--- EXERCISE ---
Return exactly the final stretch of the records below, opening with the line that contains "I am building" and closing with the last line.

Saved entries
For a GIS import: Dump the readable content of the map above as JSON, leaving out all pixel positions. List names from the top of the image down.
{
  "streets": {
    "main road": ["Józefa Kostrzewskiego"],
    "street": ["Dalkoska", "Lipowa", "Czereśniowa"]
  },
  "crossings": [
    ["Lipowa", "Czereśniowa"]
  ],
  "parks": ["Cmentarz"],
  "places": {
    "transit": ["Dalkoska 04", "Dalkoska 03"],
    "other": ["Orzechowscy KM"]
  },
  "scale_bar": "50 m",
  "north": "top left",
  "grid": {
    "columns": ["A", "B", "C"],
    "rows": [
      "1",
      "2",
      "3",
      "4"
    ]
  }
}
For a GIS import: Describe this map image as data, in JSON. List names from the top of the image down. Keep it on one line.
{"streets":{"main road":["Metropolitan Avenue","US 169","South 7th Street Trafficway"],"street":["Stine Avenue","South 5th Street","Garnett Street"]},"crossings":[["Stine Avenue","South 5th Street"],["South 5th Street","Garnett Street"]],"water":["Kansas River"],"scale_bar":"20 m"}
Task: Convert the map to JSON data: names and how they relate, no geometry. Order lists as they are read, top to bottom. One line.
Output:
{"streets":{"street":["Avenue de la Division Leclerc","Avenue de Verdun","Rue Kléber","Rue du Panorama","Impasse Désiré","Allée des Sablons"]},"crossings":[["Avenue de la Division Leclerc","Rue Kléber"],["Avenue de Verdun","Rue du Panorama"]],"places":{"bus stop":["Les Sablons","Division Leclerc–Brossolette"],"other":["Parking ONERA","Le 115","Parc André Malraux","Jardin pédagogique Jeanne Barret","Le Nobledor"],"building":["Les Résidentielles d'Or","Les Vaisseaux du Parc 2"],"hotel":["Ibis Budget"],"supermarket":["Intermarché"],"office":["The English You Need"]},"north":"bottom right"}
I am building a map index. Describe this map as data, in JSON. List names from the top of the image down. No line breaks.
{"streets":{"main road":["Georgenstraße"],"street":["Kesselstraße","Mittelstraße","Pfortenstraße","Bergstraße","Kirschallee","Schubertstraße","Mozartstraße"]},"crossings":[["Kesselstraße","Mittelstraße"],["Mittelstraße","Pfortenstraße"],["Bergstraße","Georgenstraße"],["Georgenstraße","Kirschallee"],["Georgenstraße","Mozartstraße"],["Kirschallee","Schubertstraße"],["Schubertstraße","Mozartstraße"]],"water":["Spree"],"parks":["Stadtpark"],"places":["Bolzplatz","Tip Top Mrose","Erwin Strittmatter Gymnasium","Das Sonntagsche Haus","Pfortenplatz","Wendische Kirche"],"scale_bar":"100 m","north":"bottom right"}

--- RESPONSE FOR THIS EXERCISE ---
I am building a map index. Describe this map as data, in JSON. List names from the top of the image down. No line breaks.
{"streets":{"main road":["Georgenstraße"],"street":["Kesselstraße","Mittelstraße","Pfortenstraße","Bergstraße","Kirschallee","Schubertstraße","Mozartstraße"]},"crossings":[["Kesselstraße","Mittelstraße"],["Mittelstraße","Pfortenstraße"],["Bergstraße","Georgenstraße"],["Georgenstraße","Kirschallee"],["Georgenstraße","Mozartstraße"],["Kirschallee","Schubertstraße"],["Schubertstraße","Mozartstraße"]],"water":["Spree"],"parks":["Stadtpark"],"places":["Bolzplatz","Tip Top Mrose","Erwin Strittmatter Gymnasium","Das Sonntagsche Haus","Pfortenplatz","Wendische Kirche"],"scale_bar":"100 m","north":"bottom right"}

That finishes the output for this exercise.